Chilean President Michelle Bachelet on
Monday introduced a bill that extends marriage rights to gay and
lesbian couples in the South American country.
According to the Washington
Blade, Bachelet introduced the bill at the presidential
palace in the nation's capital of Santiago.
The outlet reported that the bill would
also extend adoption rights to same-sex couples.
Many Bachelet supporters were
disappointed in 2015 when she signed a bill that recognized gay
couples with civil unions, instead of pressing ahead for marriage
equality, as she had pledged to do during her election campaign.

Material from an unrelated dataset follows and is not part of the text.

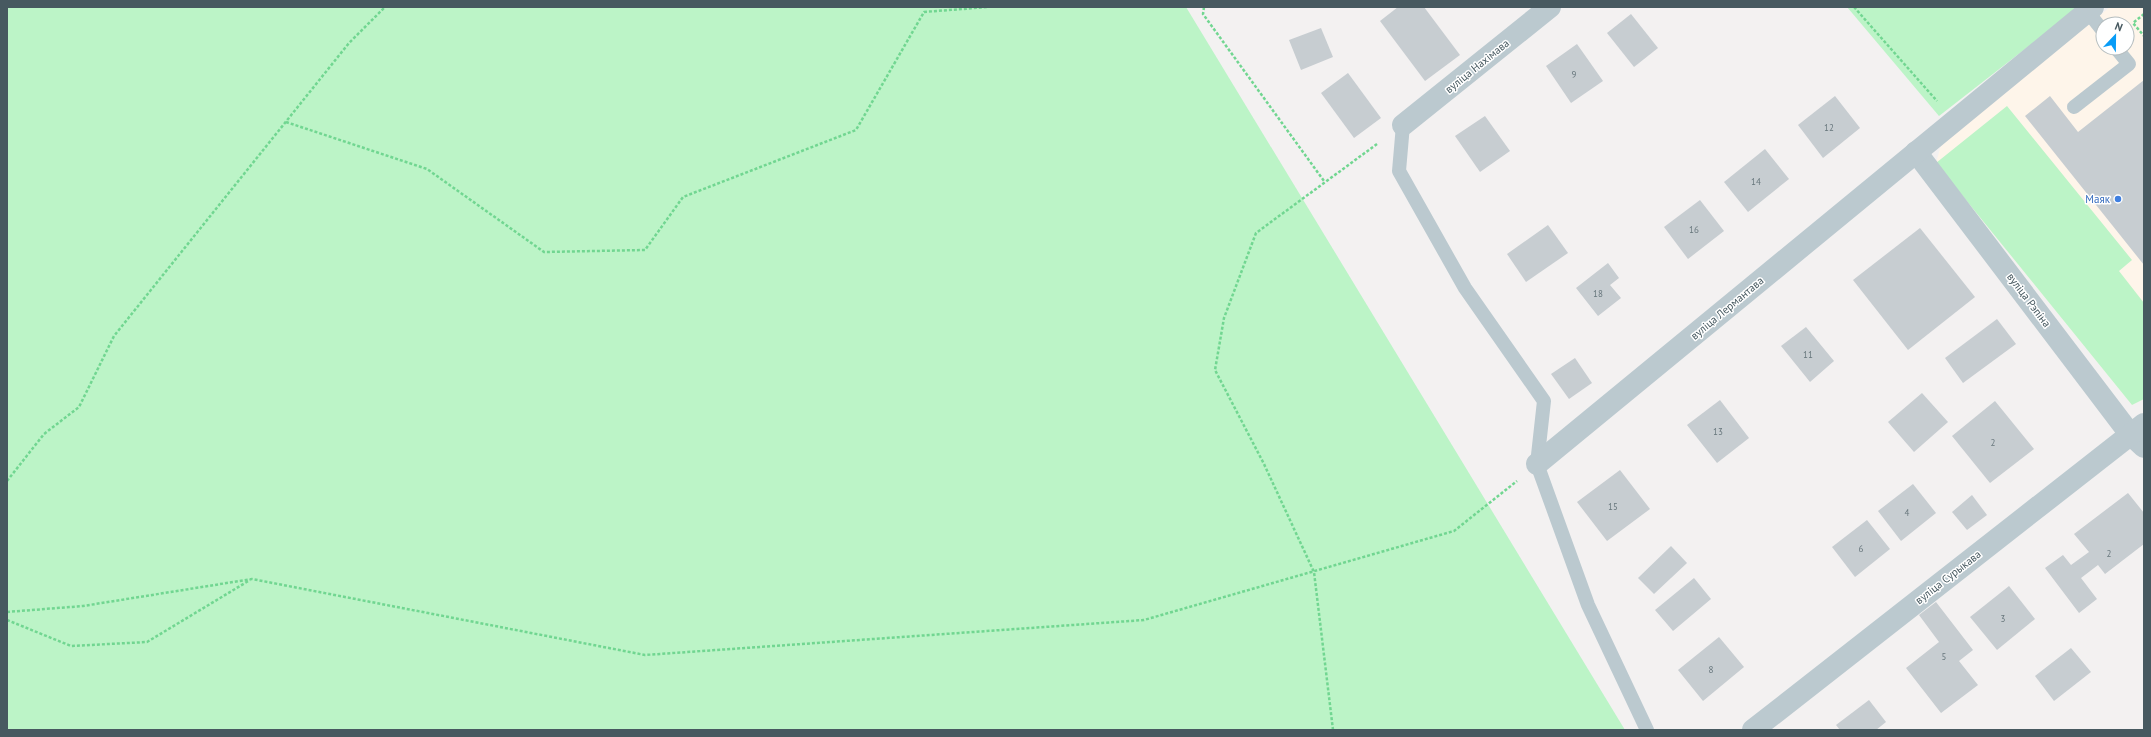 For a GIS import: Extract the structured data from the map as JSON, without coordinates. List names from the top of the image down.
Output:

The Bachelet administration in 2016
reached an agreement with Chilean LGBT rights advocate the Movement
for Homosexual Integration and Liberation to introduce a marriage
equality bill after the group filed a lawsuit with the Inter-American
Commission on Human Rights on behalf of three gay couples who are
seeking to marry in Chile.
On January 20, Bachelet announced that
her government had started a process to introduce such a bill, which
she promised to send to Congress before the end of June.
“The process will allow the country
to generate a satisfactory bill on marriage equality, recognizing the
same rights for everyone,” she said at the time.
While polls show that a majority (64%)
of Chileans support marriage equality, conservative groups and the
majority Roman Catholic church strongly oppose a change in the law.